By Michael D. Shear
Washington Post Staff Writer
Saturday, February 20, 2010;
A02
LAS VEGAS -- Residents of this struggling tourist mecca vented their frustrations about health care at a town hall meeting Friday with President Obama, giving the president a fresh opportunity to make an impassioned plea for the overhaul effort now stalled in Congress.
Obama appeared with Senate Majority Leader Harry M. Reid (D-Nev.), a key ally who faces a tough reelection battle this year. In a city that has deeply felt the economic decline, Obama argued that he and Reid are focused on the economy, jobs and housing.
But the participants he called on repeatedly brought Obama back to the subject of health care -- a topic he seemed eager to discuss just days before he hosts a gathering of Republican and Democratic leaders, a televised summit aimed at restarting health-care debate.
One woman asked whether the overhaul would benefit volunteer health clinics that have popped up across Nevada to provide free care for residents who don't have insurance. A dentist asked about how it would impact dental coverage. A disabled flight attendant described the despair that has come with having no insurance.
"This whole problem has drove my life really to almost not having a life at all," the woman said. "I don't know where else to turn. I don't know who else to talk to about the problem."
Jacket off, shirtsleeves rolled up, Obama sounded once again like the health-care fighter his administration rolled out last summer in town hall meetings and speeches across the country. He challenged Republicans to come to the summit Thursday with a plan to fix the health-care system -- or get out of the way.
"So show me what you've got," he said, addressing the GOP directly. "But don't let the American people go another year, another 10 years, another 20 years without health insurance reform in this country."
The effort to pass comprehensive health-care legislation screeched to a halt last month when Republican Scott Brown's victory in the Massachusetts Senate race cost Democrats their filibuster-proof majority.
The White House plans to post its preferred version of a health-care overhaul online by early next week. At the town hall, Obama said he, Reid and others are "going to move forward the Democratic proposal. We hope the Republicans have one, too."
Republicans have been highly critical of the upcoming summit, deriding it as political theater and declining to say whether they will attend.
Meanwhile, a Reid spokesman opened the door Friday to the use of a fast-track budget procedure known as "reconciliation" to revive the so-called public option, a government-run health insurance plan to compete with private plans. Reconciliation bills cannot be filibustered in the Senate -- meaning they need just 51 votes to pass -- but rules limit their contents to provisions that affect the federal budget. A public option was included in the House version of the health-care bill but not in the legislation the Senate passed before Brown's election.
"If a decision is made to use reconciliation to advance health care, Senator Reid will work with the White House, the House, and members of his caucus in an effort to craft a public option that can overcome procedural obstacles and secure enough votes," Reid spokesman Rodell Mollineau wrote in a statement.
House Minority Whip Eric Cantor (R-Va.) criticized the notion of using reconciliation to pass a health-care plan that could not get approval in the Senate if it required 60 votes. "I urge President Obama, Speaker Pelosi, and Leader Reid to stop trying to subvert the will of the American people and finally start listening to them," Cantor said in a statement.

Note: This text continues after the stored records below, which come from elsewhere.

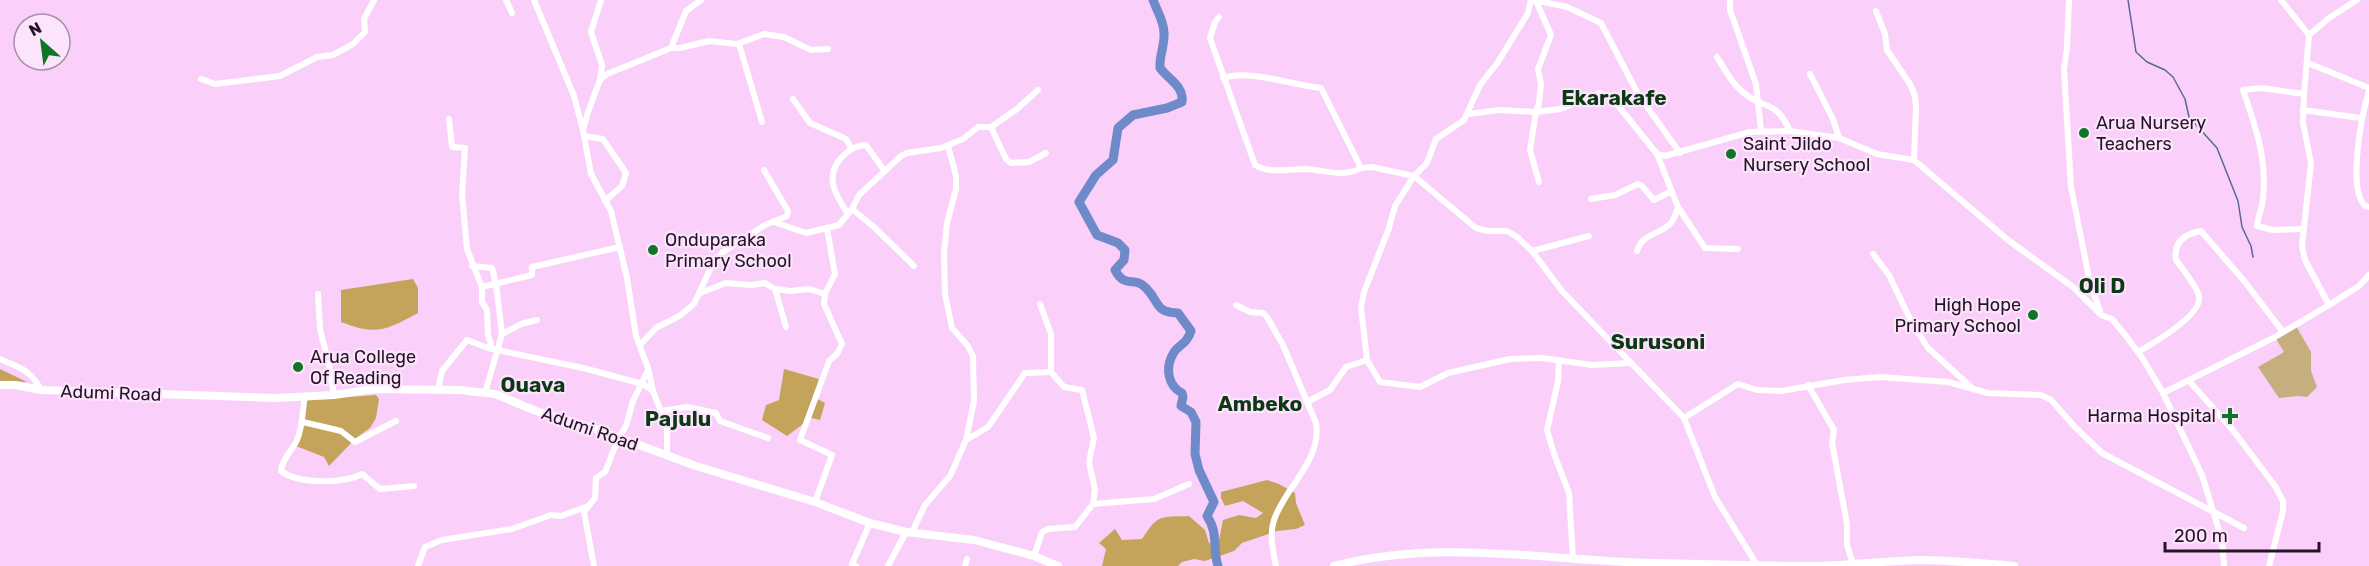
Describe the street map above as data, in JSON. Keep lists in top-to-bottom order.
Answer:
{
  "streets": {
    "main road": ["Adumi Road"]
  },
  "districts": [
    "Ekarakafe",
    "Oli D",
    "Surusoni",
    "Ouava",
    "Ambeko",
    "Pajulu"
  ],
  "places": {
    "other": [
      "Arua Nursery Teachers",
      "Saint Jildo Nursery School",
      "Onduparaka Primary School",
      "High Hope Primary School",
      "Arua College Of Reading"
    ],
    "health": ["Harma Hospital"]
  },
  "scale_bar": "200 m",
  "north": "top left"
}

At the town hall, Obama acknowledged the political cost of pursuing health care, and the success Republicans and other opponents have had in opposing it. "Health care's been knocking me around pretty good," Obama said, noting that political advisers had urged him not to tackle the issue.
But Obama vowed to continue the effort and returned to the themes he used last year, when he argued that people who already have health insurance should support his reform. "Even if you're lucky enough to have health care, it is digging deeper and deeper into your pocket," he said.
Obama repeatedly praised Reid, whose popularity in the state has plummeted, according to polls. Obama called Reid "one of the toughest people I know."
"He does not give up," Obama said of Reid, who has struggled to push the president's agenda through the Senate. "He knows what he cares about. He knows what he believes in and he's willing to fight for it."
Obama acknowledged Reid's difficulties, but urged Nevada voters to stick with him despite unpopular actions to rescue banks, help auto companies and bail out Wall Street.
"He's got his pollsters. I've got my pollsters. We knew that this wasn't going to be popular," Obama said. "But we did it because it was the right thing to do."